Excel formula question re duplicates

  1. #1
    Registered User
    Join Date
    05-18-2007
    Posts
    8

    Excel formula question re duplicates

    Hi,

    I'm not a very experienced Excel user, so I apologize if this question is very basic. I briefly searched through the forums for an answer on it, but was overwhelmed by the amount of posts re removing duplicates.

    I have a list of data that looks something like this:

    ____A_____B____C
    1__John___x____y
    2__Mary___x____y
    3__John___x____
    4__Tom___x____
    5__Jim____x____y

    I want to remove duplicate rows in which column A and B are the same (here, rows 1 and 3). But, in the instance that there are two such rows, I only want to remove the duplicate row that lacks a value in C (in the above case: remove the "John,x" row, keep the "John,x,y" row). The actual data I'm working with involves several thousands of rows, so doing it manually is out of the question. Any ideas how best to do this? Would it involve a formula? the filter only unique values function? something more obvious that I'm missing?

    Any help is greatly appreciated!

  2. #2
    Forum Expert Paul's Avatar
    Join Date
    02-05-2007
    Location
    Wisconsin
    MS-Off Ver
    2016/365
    Posts
    6,885
    How about something like the following code. This code assumes your data starts in A2. If otherwise, adjust the code.
    Please Login or Register  to view this content.
    I'd recommend saving a backup copy of your spreadsheet before running this against it in case it's not what you're looking for. Once you run a macro, there's no UNDO option.

    UPDATE: I tried running my code on a 100 row example, and it removed the duplicate rows that had no value in column C almost instantly, but the code kept running for several minutes and kept going back through the i and j series' (I debugged the code while it was running and saw this). Perhaps someone more familiar with loops could assist in having it only run through all of the j values once for each i value? If you try it on a 20-row example, you'll see it work (remove the offending rows) instantly, but then continue processing for a few seconds.
    Last edited by Paul; 05-18-2007 at 02:00 PM.

  3. #3
    Forum Expert Paul's Avatar
    Join Date
    02-05-2007
    Location
    Wisconsin
    MS-Off Ver
    2016/365
    Posts
    6,885
    I modified my code to include
    Application.ScreenUpdating = False
    Application.EnableEvents = False
    at the beginning, and set them back to true at the end. This fixed the endless looping and screen flashing. On the 100-row example it took a couple seconds to finish.

    Here you go:
    Please Login or Register  to view this content.

  4. #4
    Registered User
    Join Date
    05-18-2007
    Posts
    8
    Thanks for the suggestion. Unfortunately, although the code makes sense in writing to me, it does seem to freeze up my Excel with this load of data.
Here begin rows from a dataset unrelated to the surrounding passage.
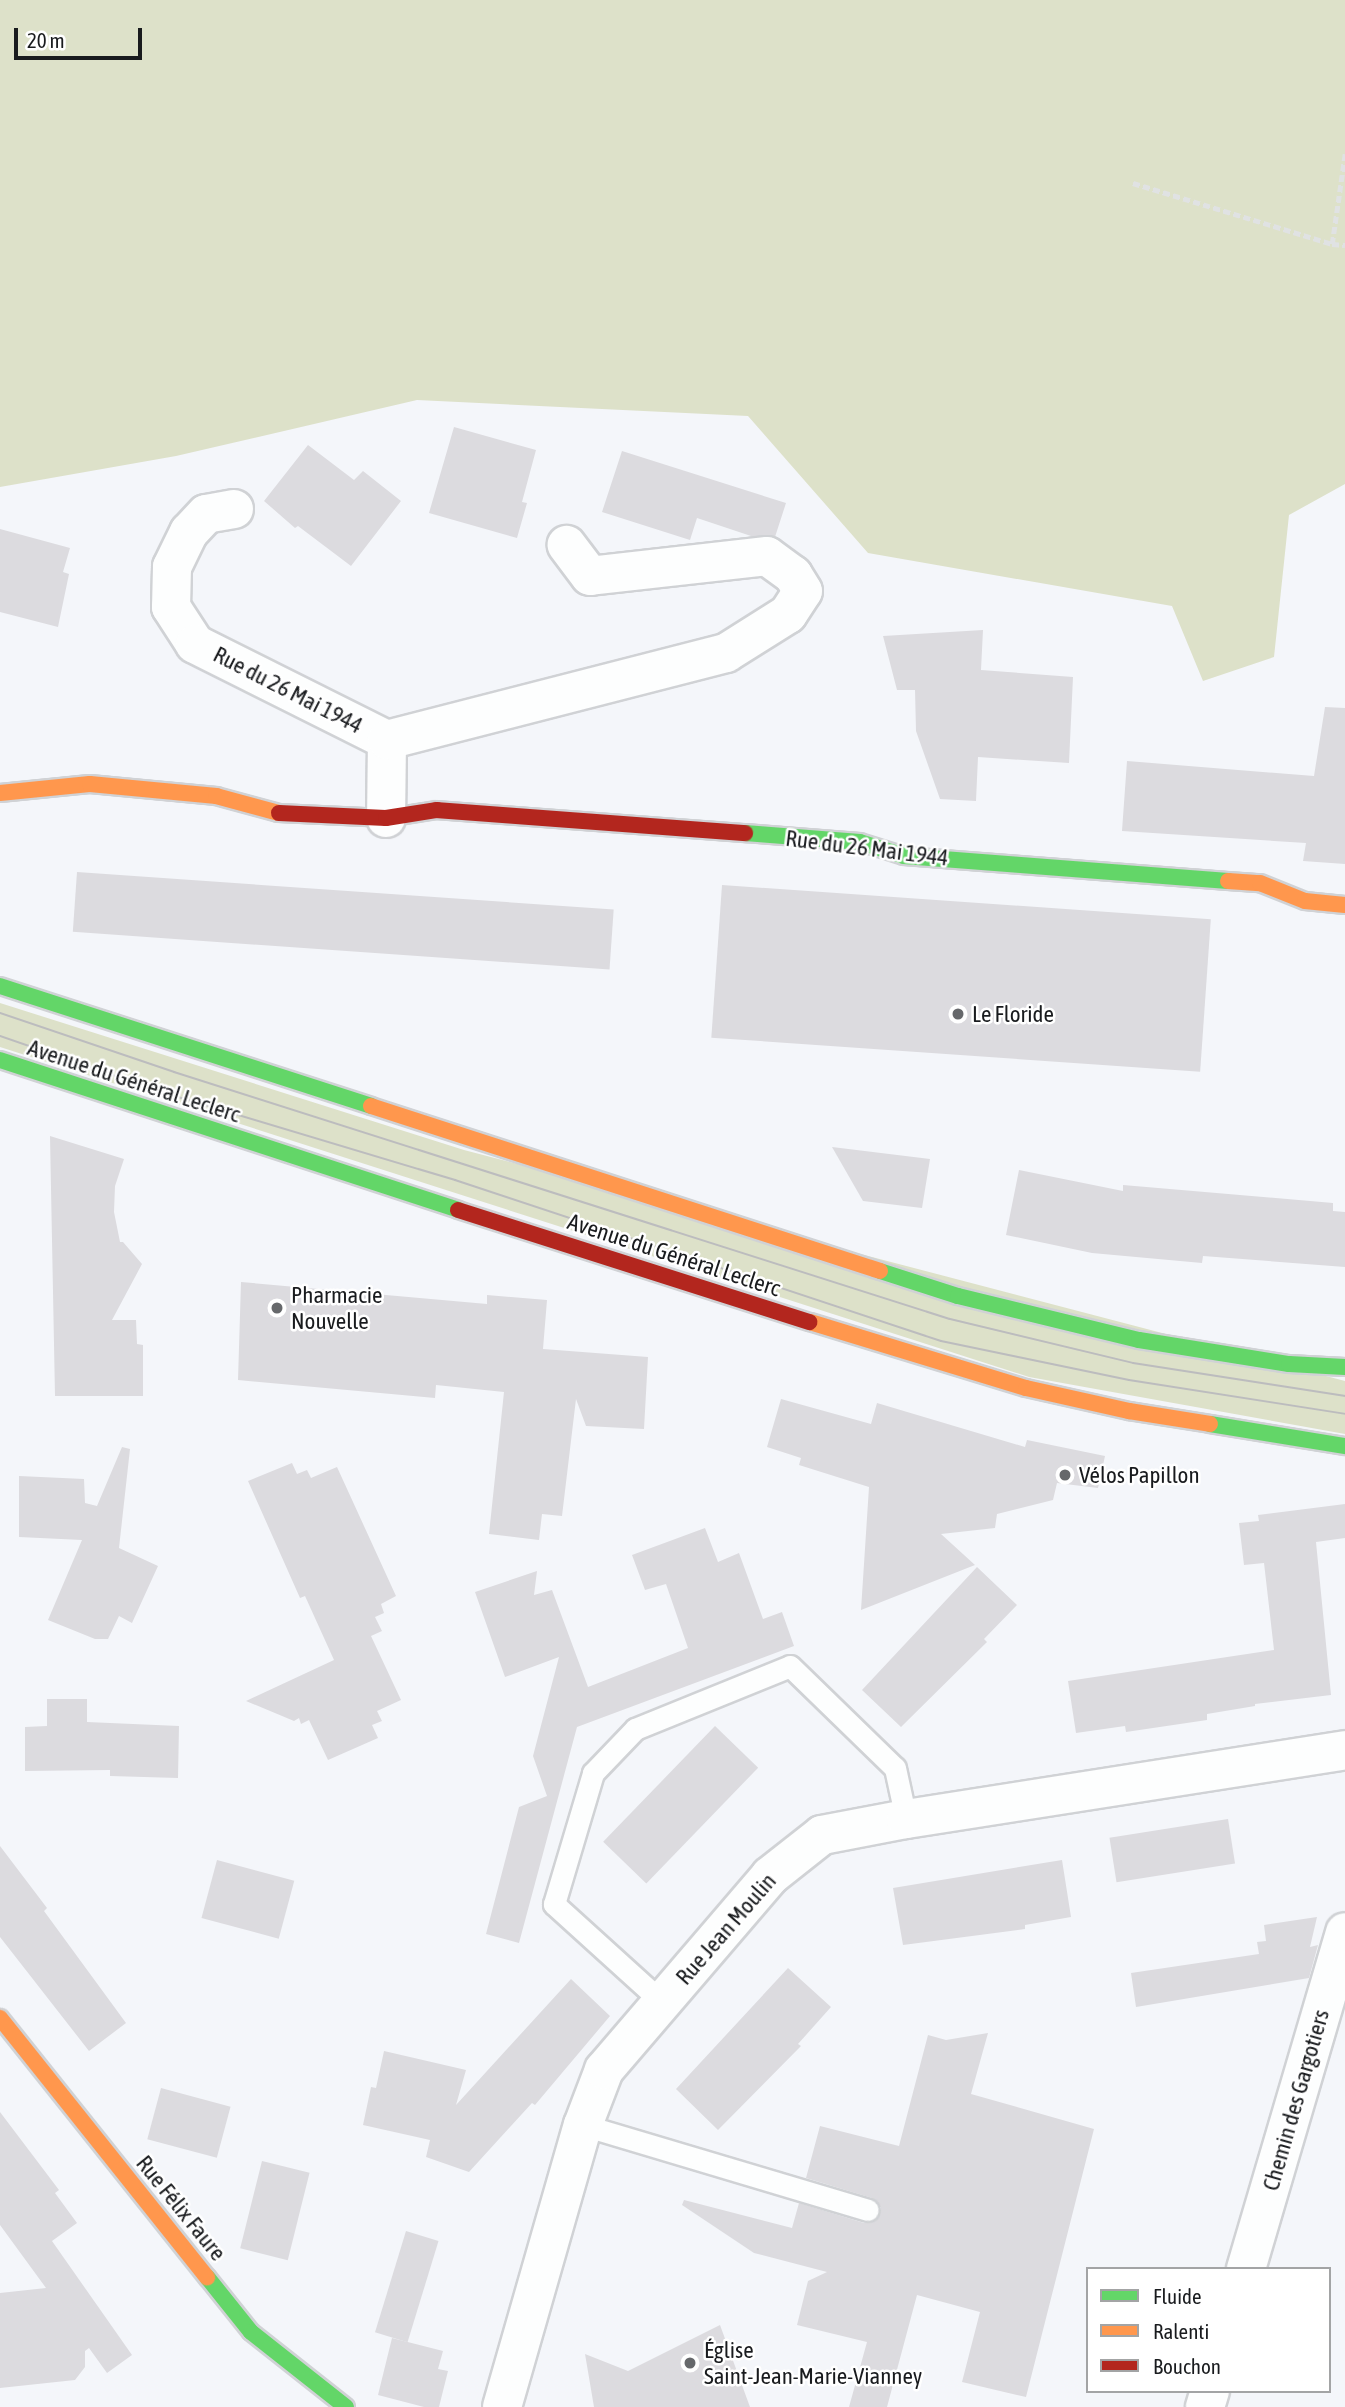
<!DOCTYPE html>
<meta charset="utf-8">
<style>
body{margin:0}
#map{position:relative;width:1345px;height:2407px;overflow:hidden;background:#f4f6fa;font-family:"Asap Condensed",sans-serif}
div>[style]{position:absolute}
.green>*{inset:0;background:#dde1c9}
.building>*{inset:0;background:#dcdbdf;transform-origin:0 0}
.path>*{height:4.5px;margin-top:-2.25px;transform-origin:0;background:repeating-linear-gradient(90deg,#e0e2e3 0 7px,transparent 0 10.5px)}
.roads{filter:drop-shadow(2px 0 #d0d2d5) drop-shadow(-2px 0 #d0d2d5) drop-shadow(0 2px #d0d2d5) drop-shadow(0 -2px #d0d2d5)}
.lane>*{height:21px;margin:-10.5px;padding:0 10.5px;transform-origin:10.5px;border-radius:10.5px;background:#fdfefe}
.street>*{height:38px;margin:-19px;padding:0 19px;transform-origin:19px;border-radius:19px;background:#fdfefe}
.fast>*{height:16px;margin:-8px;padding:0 8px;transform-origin:8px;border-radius:8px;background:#63d668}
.slow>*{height:16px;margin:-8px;padding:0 8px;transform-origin:8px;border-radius:8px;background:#ff974d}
.jam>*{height:16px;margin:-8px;padding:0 8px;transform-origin:8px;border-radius:8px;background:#b3261e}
.tram>*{height:2px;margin:-1px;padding:0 1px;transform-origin:1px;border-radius:1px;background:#bcbcbe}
.dots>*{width:19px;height:19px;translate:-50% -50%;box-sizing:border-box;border:4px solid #fff;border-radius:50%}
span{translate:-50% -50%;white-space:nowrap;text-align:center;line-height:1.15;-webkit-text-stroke:5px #fff;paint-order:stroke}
.street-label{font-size:23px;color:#191b1e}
.poi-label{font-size:23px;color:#191b1e}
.left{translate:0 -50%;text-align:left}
.legend{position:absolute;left:1086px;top:2267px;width:245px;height:126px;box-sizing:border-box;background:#fff;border:2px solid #a3a4a5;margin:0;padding:9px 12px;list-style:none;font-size:21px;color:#191b1e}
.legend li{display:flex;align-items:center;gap:14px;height:35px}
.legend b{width:35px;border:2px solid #a3a4a5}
.scale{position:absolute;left:14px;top:28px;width:128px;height:32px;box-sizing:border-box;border:4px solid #191b1e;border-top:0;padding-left:9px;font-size:21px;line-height:24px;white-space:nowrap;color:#191b1e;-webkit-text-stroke:5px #fff;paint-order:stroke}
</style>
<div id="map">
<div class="green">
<i style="clip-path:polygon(0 0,1345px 0,1345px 484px,1289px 515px,1274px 657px,1203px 681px,1172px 606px,868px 553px,748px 416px,417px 400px,176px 456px,0 487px)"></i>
<i style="clip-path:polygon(0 1003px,464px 1150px,1345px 1381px,1345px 1434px,1029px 1377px,0 1047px)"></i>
</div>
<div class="building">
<i style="clip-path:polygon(454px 427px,536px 450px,522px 502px,527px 503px,517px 538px,429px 513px)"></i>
<i style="clip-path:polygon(308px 445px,354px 480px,363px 471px,401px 501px,351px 566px,298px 526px,295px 528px,264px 501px)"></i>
<i style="clip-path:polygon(622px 451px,786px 503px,775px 537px,751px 536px,697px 518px,690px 540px,602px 512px)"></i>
<i style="clip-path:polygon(0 529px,70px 548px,63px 572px,69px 574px,58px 627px,0 612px)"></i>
<i style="clip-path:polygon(983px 630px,981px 670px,1073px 677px,1069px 763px,978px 757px,976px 801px,940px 799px,916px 731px,915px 690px,897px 690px,883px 636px)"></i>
<i style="clip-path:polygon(1325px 707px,1345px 708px,1345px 864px,1303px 861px,1306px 843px,1122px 831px,1127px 761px,1314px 776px)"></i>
<i style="left:77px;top:872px;width:538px;height:60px;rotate:4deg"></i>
<i style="left:722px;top:885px;width:490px;height:153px;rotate:4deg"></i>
<i style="clip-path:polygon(50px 1136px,124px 1159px,115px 1186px,114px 1212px,120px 1242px,123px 1242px,142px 1264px,112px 1320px,136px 1320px,137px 1344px,143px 1345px,143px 1396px,55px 1396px)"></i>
<i style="clip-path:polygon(832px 1147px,930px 1159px,922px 1208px,863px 1201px)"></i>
<i style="clip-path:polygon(1019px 1170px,1123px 1191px,1123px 1185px,1333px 1203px,1333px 1211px,1345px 1212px,1345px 1267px,1203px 1256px,1202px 1263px,1092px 1253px,1006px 1235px)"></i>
<i style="clip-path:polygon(241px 1282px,487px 1304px,487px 1295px,547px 1300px,543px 1349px,648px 1357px,644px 1429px,586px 1426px,576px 1399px,562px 1516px,542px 1514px,539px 1540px,489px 1534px,504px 1392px,436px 1385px,435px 1398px,238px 1380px)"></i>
<i style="clip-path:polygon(781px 1399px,871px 1424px,877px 1403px,1025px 1447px,1027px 1440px,1105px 1456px,1098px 1488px,1057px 1483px,1053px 1500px,997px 1514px,995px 1528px,941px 1534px,975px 1565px,861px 1610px,869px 1487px,799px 1465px,801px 1458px,767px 1447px)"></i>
<i style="clip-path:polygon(122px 1447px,130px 1449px,119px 1548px,158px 1566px,132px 1623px,119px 1616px,108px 1639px,95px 1639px,48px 1620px,82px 1540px,19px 1537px,19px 1476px,84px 1479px,85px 1503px,97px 1506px)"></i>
<i style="clip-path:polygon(292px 1463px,297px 1474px,307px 1470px,311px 1478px,337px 1467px,396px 1596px,381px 1604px,384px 1613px,375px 1617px,382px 1631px,371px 1636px,401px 1700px,377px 1711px,382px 1721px,372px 1725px,378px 1738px,328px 1760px,309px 1720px,301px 1724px,299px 1718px,294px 1721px,246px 1701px,334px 1660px,305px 1596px,300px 1598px,248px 1481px)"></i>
<i style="clip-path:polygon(1345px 1504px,1345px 1538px,1316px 1542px,1331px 1695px,1255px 1704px,1255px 1706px,1207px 1714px,1207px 1720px,1126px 1732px,1125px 1726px,1076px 1733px,1068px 1681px,1274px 1650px,1264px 1563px,1244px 1565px,1239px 1523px,1259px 1521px,1258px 1515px)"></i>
<i style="clip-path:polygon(705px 1528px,718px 1562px,739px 1553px,763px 1619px,782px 1612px,794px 1646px,577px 1727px,519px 1943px,486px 1934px,519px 1807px,547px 1796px,533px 1756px,559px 1657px,505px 1677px,475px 1592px,537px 1571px,534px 1595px,552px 1590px,588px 1687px,688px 1648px,666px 1584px,645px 1590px,632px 1555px)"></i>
<i style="clip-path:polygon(977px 1567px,1017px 1605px,984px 1639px,987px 1642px,901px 1727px,862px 1690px)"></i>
<i style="clip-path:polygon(47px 1699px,87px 1699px,87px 1722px,179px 1726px,178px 1778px,110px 1776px,110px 1770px,25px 1771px,25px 1727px,47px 1726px)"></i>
<i style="left:715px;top:1726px;width:60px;height:161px;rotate:44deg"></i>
<i style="left:1228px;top:1819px;width:45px;height:120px;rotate:81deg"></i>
<i style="clip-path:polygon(0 1846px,47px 1908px,44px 1911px,126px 2023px,89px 2051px,0 1937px)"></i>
<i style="left:217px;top:1860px;width:80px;height:60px;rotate:15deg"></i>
<i style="clip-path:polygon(1062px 1860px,1071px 1917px,1025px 1925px,1025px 1929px,903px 1945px,893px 1888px)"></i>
<i style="clip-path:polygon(1317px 1917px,1310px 1947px,1318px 1945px,1309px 1978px,1136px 2007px,1131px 1973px,1259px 1954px,1257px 1942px,1266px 1941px,1264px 1925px)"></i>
<i style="clip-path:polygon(788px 1968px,831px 2007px,798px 2044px,801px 2046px,718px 2130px,676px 2089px)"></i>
<i style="clip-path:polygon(571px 1979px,610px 2016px,535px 2105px,532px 2103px,469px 2172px,426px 2157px,430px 2140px,363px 2125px,371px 2087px,376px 2088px,384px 2051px,466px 2070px,456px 2105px)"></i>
<i style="clip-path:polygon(988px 2033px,971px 2094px,1094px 2129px,1026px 2397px,962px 2382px,980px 2312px,917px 2295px,887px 2407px,849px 2407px,867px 2342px,797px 2325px,808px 2281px,827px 2272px,754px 2253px,682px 2205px,684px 2200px,792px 2228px,799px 2203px,864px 2223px,876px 2220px,881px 2208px,872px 2198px,806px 2178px,820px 2126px,899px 2146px,928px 2035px,946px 2040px)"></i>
<i style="left:161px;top:2088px;width:72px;height:53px;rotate:15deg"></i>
<i style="clip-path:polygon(0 2112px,59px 2190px,55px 2193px,77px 2223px,52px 2241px,132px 2355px,107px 2373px,89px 2348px,85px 2351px,85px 2367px,75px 2380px,0 2388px,0 2293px,46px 2288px,0 2225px)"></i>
<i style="left:262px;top:2161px;width:49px;height:90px;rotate:14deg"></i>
<i style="left:406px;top:2231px;width:34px;height:106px;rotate:17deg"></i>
<i style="clip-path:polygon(720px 2325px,750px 2407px,594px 2407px,585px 2354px,628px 2371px)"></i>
<i style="clip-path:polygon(392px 2338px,443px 2351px,438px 2369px,448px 2371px,439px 2407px,424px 2407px,378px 2395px)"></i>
</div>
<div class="path">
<i style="left:1133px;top:183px;width:208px;rotate:17deg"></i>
<i style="left:1332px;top:244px;width:13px;rotate:4deg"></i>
<i style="left:1332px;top:244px;width:91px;rotate:-81.8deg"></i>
</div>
<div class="roads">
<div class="lane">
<i style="left:662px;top:2002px;width:146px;rotate:-137.8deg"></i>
<i style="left:554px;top:1904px;width:137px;rotate:-73.4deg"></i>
<i style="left:593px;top:1773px;width:61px;rotate:-46.3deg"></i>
<i style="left:635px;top:1729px;width:167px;rotate:-22.1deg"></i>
<i style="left:790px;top:1666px;width:146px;rotate:44.2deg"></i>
<i style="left:895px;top:1768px;width:52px;rotate:77.8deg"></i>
<i style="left:583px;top:2125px;width:297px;rotate:16.6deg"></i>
</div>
<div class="street">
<i style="left:234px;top:509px;width:28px;rotate:170deg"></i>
<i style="left:206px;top:514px;width:25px;rotate:133deg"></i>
<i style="left:189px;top:532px;width:39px;rotate:116deg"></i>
<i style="left:172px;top:567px;width:40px;rotate:91.4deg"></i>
<i style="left:171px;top:607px;width:44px;rotate:57deg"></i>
<i style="left:195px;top:644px;width:215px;rotate:26.6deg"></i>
<i style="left:387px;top:740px;width:78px;rotate:90.7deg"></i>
<i style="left:387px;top:740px;width:350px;rotate:-14.4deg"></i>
<i style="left:726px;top:653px;width:73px;rotate:-32.2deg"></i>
<i style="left:788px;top:614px;width:27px;rotate:-57deg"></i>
<i style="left:803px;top:591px;width:19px;rotate:-122deg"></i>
<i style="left:793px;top:575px;width:32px;rotate:-144deg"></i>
<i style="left:767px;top:556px;width:178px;rotate:173.6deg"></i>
<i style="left:590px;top:576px;width:39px;rotate:-127deg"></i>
<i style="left:1246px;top:2269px;width:351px;rotate:-73.6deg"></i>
<i style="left:502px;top:2407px;width:293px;rotate:-74deg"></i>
<i style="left:583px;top:2125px;width:59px;rotate:-69.1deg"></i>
<i style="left:604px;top:2070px;width:255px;rotate:-49.4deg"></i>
<i style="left:770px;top:1876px;width:66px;rotate:-38.3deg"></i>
<i style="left:822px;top:1835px;width:86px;rotate:-10.8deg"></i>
<i style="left:906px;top:1819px;width:444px;rotate:-8.9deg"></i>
<i style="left:1205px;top:2407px;width:17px;rotate:-73deg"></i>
</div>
<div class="fast">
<i style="left:745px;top:833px;width:115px;rotate:4.5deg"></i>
<i style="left:860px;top:842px;width:46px;rotate:17.7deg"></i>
<i style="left:904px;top:856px;width:325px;rotate:4.4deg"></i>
<i style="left:0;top:986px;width:390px;rotate:17.9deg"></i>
<i style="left:0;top:1060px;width:482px;rotate:18.1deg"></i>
<i style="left:880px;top:1271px;width:82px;rotate:17.8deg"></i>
<i style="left:958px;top:1296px;width:186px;rotate:13.7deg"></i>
<i style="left:1139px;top:1340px;width:152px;rotate:9.1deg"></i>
<i style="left:1289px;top:1364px;width:56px;rotate:3.1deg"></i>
<i style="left:1210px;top:1424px;width:137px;rotate:9.3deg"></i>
<i style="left:207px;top:2277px;width:70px;rotate:51.3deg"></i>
<i style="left:251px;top:2332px;width:121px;rotate:38.3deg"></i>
</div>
<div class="slow">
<i style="left:0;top:793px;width:90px;rotate:-5.7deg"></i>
<i style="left:90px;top:784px;width:127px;rotate:5.4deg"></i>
<i style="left:216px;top:796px;width:65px;rotate:15.1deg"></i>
<i style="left:1228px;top:881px;width:32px;rotate:4deg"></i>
<i style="left:1260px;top:883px;width:48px;rotate:21.8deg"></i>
<i style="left:1305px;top:901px;width:40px;rotate:5.7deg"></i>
<i style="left:371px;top:1106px;width:535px;rotate:17.96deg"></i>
<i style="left:810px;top:1322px;width:226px;rotate:17deg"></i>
<i style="left:1026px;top:1388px;width:106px;rotate:12.6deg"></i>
<i style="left:1129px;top:1411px;width:82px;rotate:9.1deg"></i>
<i style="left:0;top:2018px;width:332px;rotate:51.4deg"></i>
</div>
<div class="jam">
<i style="left:279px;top:813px;width:107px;rotate:2.7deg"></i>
<i style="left:386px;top:818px;width:52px;rotate:-8.9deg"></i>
<i style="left:437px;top:810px;width:309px;rotate:4.3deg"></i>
<i style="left:458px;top:1210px;width:369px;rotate:17.7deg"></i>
</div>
</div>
<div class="tram">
<i style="left:0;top:1013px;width:184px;rotate:18.7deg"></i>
<i style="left:174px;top:1072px;width:814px;rotate:17.66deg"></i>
<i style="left:950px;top:1319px;width:188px;rotate:13.5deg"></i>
<i style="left:1133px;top:1363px;width:215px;rotate:8.8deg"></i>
<i style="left:0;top:1036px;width:175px;rotate:19.1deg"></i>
<i style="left:165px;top:1093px;width:303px;rotate:16.7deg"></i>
<i style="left:455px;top:1180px;width:512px;rotate:18.33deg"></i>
<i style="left:941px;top:1341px;width:192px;rotate:11.7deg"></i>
<i style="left:1129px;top:1380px;width:219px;rotate:8.9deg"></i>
</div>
<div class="dots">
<i style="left:958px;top:1014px;background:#66686b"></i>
<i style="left:277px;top:1308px;background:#66686b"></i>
<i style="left:1065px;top:1475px;background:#66686b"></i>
<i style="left:690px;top:2363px;background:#66686b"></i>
</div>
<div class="street-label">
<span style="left:288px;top:690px;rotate:27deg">Rue du 26 Mai 1944</span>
<span style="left:867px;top:848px;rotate:7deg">Rue du 26 Mai 1944</span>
<span style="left:134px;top:1081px;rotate:18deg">Avenue du Général Leclerc</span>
<span style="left:674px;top:1255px;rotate:18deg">Avenue du Général Leclerc</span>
<span style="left:726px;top:1929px;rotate:-49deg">Rue Jean Moulin</span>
<span style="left:1296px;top:2100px;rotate:-74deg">Chemin des Gargotiers</span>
<span style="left:181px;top:2208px;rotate:51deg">Rue Félix Faure</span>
</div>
<div class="poi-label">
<span class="left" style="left:972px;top:1014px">Le Floride</span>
<span class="left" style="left:291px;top:1308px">Pharmacie<br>Nouvelle</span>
<span class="left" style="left:1079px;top:1475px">Vélos Papillon</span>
<span class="left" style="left:704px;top:2363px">Église<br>Saint-Jean-Marie-Vianney</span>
</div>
<ul class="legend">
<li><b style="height:9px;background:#63d668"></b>Fluide</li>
<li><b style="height:9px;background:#ff974d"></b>Ralenti</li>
<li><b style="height:9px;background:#b3261e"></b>Bouchon</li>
</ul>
<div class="scale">20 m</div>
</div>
    Perhaps it would speed up/fix it if "i" were just compared to the rows after it instead of the whole range again? After all, there's no need to scan over the previous rows as any duplicates should have already been caught and deleted, right?

    Would you know how I'd change this up to fix that?
    Last edited by consulfirmin; 05-18-2007 at 04:17 PM.

  5. #5
    Registered User
    Join Date
    05-18-2007
    Posts
    8
    Can I just change the j "For" loop to the following:

    For j = i +1 To iLastRow

    (If there's something obviously wrong with this suggestion, apologies again for my lack of coding knowledge.)

  6. #6
    Forum Expert Paul's Avatar
    Join Date
    02-05-2007
    Location
    Wisconsin
    MS-Off Ver
    2016/365
    Posts
    6,885
    I thought about using j=i+1 to start, but then realized something:

    What if your rows looked like this:

    __________A______B_____C___
    Row 20....John.....x
    Row 21....Paul.....x.......y
    Row 22....Mary.....x.......y
    Row 23....Paul.....x
    Row 24....John.....x.......y

    Using j=i+1, you would never check the rows above the current j value (or i value for that matter). So using that, it would end up deleting row 23 because the 'Paul, x, y' row appears before the 'Paul, x' row. However, look at the two rows for John - the row where column C is blank is ABOVE the row with a value in column C.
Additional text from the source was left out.